Harrison was first selected for the Black Sticks Women in June 2009, along with ten other players as the Black Sticks squad was overhauled following its last-place finish at the 2008 Beijing Olympics, joining her older sister Charlotte, who had been in the team since October 2005. She played her first official match for the Black Sticks on 3 July 2009, against Argentina in her hometown of Whangārei, as part of a series of games against Argentina and China.

Harrison was part of the New Zealand team that played at the 2010 Commonwealth Games, winning a silver medal. She then participated at the 2012 Summer Olympics, where New Zealand finished fourth.

In November 2012, Harrison was demoted from the Black Sticks national squad to the development squad for the 2013 year, after national coach Mark Hager felt she was suffering from burnout. At the time, Harrison spent three months in Cambridge, England, coaching hockey at The Leys School.

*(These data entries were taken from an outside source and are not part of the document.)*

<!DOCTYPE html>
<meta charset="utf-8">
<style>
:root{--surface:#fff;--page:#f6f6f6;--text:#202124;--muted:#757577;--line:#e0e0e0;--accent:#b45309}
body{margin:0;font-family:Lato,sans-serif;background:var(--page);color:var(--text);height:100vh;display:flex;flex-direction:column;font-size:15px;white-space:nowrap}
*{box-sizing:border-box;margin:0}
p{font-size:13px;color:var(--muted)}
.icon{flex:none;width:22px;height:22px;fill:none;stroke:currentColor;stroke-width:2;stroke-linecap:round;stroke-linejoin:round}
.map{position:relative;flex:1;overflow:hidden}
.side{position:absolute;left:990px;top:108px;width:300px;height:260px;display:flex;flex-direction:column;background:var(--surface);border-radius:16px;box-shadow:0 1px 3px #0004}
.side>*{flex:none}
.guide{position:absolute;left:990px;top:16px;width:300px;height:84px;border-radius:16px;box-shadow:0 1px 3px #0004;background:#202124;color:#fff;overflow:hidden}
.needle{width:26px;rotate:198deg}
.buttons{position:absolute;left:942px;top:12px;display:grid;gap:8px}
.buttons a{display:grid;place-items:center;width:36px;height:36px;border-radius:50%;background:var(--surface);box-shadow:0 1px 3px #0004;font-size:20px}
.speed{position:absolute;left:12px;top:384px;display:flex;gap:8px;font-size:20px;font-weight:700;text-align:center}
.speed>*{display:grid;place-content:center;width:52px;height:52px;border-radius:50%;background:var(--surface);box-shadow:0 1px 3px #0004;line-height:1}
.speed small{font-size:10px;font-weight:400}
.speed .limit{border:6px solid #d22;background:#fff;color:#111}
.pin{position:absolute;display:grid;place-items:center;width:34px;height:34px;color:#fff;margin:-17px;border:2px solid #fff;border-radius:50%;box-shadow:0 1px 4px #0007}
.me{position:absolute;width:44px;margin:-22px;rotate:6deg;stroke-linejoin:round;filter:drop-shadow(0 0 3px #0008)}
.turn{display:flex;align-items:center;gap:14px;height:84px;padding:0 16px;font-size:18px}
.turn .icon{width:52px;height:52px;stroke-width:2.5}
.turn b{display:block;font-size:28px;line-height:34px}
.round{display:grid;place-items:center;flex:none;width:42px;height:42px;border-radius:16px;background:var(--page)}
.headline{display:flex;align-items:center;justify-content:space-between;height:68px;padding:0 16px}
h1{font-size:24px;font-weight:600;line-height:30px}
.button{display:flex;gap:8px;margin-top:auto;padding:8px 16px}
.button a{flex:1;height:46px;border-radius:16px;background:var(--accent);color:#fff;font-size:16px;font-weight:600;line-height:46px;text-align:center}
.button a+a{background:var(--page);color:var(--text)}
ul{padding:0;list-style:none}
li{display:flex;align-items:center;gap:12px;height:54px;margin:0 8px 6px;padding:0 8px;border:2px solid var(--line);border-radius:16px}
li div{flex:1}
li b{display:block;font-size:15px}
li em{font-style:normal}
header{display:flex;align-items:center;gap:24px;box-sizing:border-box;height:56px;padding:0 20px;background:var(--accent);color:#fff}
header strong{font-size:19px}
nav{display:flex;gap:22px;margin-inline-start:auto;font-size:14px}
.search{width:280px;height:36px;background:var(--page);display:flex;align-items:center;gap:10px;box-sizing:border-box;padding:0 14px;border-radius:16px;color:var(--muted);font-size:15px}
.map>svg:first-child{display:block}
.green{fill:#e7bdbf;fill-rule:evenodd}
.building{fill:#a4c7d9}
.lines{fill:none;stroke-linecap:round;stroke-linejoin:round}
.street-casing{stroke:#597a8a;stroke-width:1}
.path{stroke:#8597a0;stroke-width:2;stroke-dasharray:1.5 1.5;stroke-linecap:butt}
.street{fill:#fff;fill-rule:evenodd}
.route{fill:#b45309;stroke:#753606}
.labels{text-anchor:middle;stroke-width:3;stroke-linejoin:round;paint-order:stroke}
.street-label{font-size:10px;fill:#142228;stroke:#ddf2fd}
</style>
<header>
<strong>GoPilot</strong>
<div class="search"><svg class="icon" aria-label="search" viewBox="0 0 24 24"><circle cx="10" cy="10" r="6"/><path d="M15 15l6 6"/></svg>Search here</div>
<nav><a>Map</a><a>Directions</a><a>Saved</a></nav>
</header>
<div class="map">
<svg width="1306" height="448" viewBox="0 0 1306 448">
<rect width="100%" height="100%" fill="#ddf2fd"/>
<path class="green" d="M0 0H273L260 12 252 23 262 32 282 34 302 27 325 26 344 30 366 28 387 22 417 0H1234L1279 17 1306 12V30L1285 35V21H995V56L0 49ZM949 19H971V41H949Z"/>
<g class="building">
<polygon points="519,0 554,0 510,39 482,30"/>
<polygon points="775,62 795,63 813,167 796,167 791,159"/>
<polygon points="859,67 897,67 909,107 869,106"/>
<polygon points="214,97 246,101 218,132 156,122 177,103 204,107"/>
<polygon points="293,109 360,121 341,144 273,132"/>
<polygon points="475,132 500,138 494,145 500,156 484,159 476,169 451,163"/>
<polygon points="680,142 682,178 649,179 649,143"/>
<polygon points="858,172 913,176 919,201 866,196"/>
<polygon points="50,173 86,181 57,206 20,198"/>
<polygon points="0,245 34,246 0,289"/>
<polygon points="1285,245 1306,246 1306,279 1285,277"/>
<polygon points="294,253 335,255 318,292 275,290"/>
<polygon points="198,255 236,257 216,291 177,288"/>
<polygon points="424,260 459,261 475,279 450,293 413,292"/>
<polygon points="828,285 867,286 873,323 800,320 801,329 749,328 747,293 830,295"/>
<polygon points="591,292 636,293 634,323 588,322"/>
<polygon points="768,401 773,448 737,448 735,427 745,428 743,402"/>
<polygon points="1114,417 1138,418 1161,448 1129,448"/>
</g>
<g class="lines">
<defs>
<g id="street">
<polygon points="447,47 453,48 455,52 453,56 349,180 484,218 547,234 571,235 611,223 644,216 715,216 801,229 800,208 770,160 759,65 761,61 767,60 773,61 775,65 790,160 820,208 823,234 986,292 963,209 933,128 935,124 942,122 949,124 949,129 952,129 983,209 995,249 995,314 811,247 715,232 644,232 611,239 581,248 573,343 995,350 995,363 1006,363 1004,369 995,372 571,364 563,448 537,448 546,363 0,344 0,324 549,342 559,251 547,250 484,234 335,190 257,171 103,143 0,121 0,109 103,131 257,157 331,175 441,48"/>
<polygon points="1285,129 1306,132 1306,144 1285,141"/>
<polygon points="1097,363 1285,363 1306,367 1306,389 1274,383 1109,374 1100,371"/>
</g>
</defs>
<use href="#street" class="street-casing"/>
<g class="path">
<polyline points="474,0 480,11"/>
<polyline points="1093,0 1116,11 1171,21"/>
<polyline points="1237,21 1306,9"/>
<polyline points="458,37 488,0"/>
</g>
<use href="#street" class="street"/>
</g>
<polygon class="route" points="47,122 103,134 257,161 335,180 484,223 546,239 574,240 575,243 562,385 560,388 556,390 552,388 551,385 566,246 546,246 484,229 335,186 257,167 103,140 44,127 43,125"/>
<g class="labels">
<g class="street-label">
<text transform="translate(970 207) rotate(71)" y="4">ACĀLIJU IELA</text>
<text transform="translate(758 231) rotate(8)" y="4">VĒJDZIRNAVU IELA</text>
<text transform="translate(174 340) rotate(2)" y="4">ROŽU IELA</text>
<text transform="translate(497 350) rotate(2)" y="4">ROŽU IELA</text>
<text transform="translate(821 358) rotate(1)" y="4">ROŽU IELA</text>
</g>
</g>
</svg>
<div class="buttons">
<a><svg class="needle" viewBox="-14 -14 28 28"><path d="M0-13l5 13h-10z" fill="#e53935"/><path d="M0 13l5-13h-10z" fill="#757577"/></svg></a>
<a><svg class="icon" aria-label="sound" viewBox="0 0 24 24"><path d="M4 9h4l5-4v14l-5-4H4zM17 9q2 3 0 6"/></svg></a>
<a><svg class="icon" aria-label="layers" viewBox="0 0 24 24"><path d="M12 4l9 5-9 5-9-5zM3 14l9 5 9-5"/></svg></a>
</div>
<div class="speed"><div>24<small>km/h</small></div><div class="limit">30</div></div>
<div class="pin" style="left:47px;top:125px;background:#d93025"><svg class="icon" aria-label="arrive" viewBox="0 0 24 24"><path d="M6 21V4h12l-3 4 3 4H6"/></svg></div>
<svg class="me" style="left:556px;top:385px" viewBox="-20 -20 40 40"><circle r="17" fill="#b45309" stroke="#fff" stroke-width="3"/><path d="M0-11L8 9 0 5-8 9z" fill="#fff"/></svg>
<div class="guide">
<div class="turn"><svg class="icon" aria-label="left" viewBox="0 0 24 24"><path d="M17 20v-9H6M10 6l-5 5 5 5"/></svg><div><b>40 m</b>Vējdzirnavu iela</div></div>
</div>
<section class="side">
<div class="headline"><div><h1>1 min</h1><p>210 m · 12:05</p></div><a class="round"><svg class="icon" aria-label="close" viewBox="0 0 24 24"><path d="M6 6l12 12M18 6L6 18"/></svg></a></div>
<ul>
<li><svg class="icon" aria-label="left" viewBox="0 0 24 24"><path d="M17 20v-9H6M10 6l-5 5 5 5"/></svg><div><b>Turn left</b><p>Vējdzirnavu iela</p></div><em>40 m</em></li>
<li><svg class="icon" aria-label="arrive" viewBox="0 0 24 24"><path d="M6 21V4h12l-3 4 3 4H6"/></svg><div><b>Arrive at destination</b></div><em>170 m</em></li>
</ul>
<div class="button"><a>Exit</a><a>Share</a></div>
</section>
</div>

At the 2018 Commonwealth Games, Harrison was part of the New Zealand team that won the women's competition.

Despite Samantha being two years younger and three centimetres (1 in) taller than her sister Charlotte, once the two competed together for the Black Sticks, their similarities in appearance became apparent and they were often mistaken for each other by commentators and match officials.

At club level, Harrison is a member of the Southern Districts Hockey Club, based in Papatoetoe, Auckland. In the National Hockey League, she is a member of the Auckland Fury women's team.